Много ли, мало ли времени прошло, – стал козлик линять – шерсть свою красивую терять и с тела тоже спадать стал. Огорчилась Тавка – и девушкам своим такое слово сказала:

– Девушки! Весны уже недолго ждать!

Шерсть козел теряет, с тела стал спадать,

Кто из вас за ним приставлен наблюдать?

Почему мой козлик стал худеть, скучать?

Иль присмотр не тот, иль корм его крадут?

Я боюсь – недуга не было бы тут!

Или потому, что пары нет ему,

Козлик так облез, невесел так и худ?


Сказали ей девушки:

– Правильно говорите вы, Тавка-аим: это животное привыкло на воле ходить, траву по вкусу своему щипать. Не может козел сытым быть тем, что вы ему из рук даете. Появится скоро’ свежая трава зеленая – он еще больше скучать, худеть станет.

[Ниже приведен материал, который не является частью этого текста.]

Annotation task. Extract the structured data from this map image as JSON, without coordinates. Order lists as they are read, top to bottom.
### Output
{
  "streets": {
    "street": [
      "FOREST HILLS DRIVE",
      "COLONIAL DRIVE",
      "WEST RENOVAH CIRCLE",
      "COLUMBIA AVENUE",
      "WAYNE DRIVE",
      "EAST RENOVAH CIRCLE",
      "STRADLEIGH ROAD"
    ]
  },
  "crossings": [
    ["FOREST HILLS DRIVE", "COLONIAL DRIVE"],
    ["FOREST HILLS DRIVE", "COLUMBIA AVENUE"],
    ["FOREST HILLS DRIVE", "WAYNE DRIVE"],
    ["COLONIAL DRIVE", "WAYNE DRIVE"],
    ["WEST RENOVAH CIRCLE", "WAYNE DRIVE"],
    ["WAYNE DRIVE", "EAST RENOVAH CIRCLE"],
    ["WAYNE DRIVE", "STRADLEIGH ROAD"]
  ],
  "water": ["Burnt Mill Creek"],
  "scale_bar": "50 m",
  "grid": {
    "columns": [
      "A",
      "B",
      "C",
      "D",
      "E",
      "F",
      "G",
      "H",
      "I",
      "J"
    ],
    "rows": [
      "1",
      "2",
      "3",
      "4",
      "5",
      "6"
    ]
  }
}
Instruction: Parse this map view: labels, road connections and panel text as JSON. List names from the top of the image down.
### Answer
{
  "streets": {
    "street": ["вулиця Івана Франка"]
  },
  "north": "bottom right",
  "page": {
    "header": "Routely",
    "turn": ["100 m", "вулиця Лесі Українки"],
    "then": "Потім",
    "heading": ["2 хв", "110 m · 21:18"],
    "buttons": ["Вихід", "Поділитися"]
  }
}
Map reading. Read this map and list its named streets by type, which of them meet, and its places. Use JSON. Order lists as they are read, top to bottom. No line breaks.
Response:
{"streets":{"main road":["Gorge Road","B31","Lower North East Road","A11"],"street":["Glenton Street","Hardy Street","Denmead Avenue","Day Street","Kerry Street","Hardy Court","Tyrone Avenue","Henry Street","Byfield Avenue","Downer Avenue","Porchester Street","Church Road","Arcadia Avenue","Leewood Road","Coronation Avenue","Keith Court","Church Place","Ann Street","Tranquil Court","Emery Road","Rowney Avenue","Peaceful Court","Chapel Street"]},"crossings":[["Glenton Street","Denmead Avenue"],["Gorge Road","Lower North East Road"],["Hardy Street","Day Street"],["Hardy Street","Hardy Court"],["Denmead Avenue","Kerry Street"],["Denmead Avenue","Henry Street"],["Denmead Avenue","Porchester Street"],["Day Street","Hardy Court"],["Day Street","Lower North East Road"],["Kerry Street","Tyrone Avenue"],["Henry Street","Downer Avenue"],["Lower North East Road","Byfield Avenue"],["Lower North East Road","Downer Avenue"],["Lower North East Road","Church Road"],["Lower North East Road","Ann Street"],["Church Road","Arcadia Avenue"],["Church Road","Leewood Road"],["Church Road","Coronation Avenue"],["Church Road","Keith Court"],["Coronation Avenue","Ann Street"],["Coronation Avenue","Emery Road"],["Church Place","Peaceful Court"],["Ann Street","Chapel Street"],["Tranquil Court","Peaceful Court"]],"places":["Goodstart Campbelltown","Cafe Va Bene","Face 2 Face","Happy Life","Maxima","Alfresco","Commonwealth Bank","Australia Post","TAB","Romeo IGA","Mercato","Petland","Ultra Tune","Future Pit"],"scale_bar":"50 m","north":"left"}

Тавка-аим, ведя козла на поводке, отправилась вместе с сорока девушками своими к пастуху Кайкубату. Кайкубат, в прежнее время пася баранов Байсары, первый Алпамыша встретил, когда тот за Барчин приезжал, – дорогу ему к дому Байсары указал. Когда Алпамыш взял Барчин-ай, свояком стал ему Кайкубат. [36]Теперь Кайкубат пас баранов калмыцкого шаха Тайчи. Пришла Тавка-аим к пастуху Кайкубату – спрашивает:

– За какую плату пасешь ты отцовский скот?

– За шесть месяцев я беру с твоего отца-шаха восемь тиллей.

Говорит ему Тавка:

– Я тоже буду тебе восемь тиллей платить за одного этого козла. Возьми его и паси вместе с овцами-баранами, пусть поправится, бока нагуляет.

Отвечает Кайкубат:

– Если вперед деньги уплатишь, согласен я.

Говорит Ай-Тавка:

– Срок отпасешь – тогда и получишь. Разве от отца моего ты вперед плату получаешь?

– Э, с отца твоего я свою плату в любое время получу, – отвечает Кайкубат, – а если к тебе приду после срока плату требовать, ты объявить можешь, что я с худым замыслом пришел, избить меня прикажешь – и денег не отдашь. Или наличными плати, или уводи своего козла.

– Ну, – сказала Ай-Тавка, – если так упрямишься ты, получай вперед. – Сказала так – и выложила ему восемь тиллей.

Очень довольным остался Кайкубат.

«Дочь этого ублюдка-шаха, недолго споря, выложила мне деньги вперед: видно, сердце ее склонно ко мне. Если я козла ей поправлю, она, пожалуй, и замуж за меня пойдет». – Так он подумал про себя.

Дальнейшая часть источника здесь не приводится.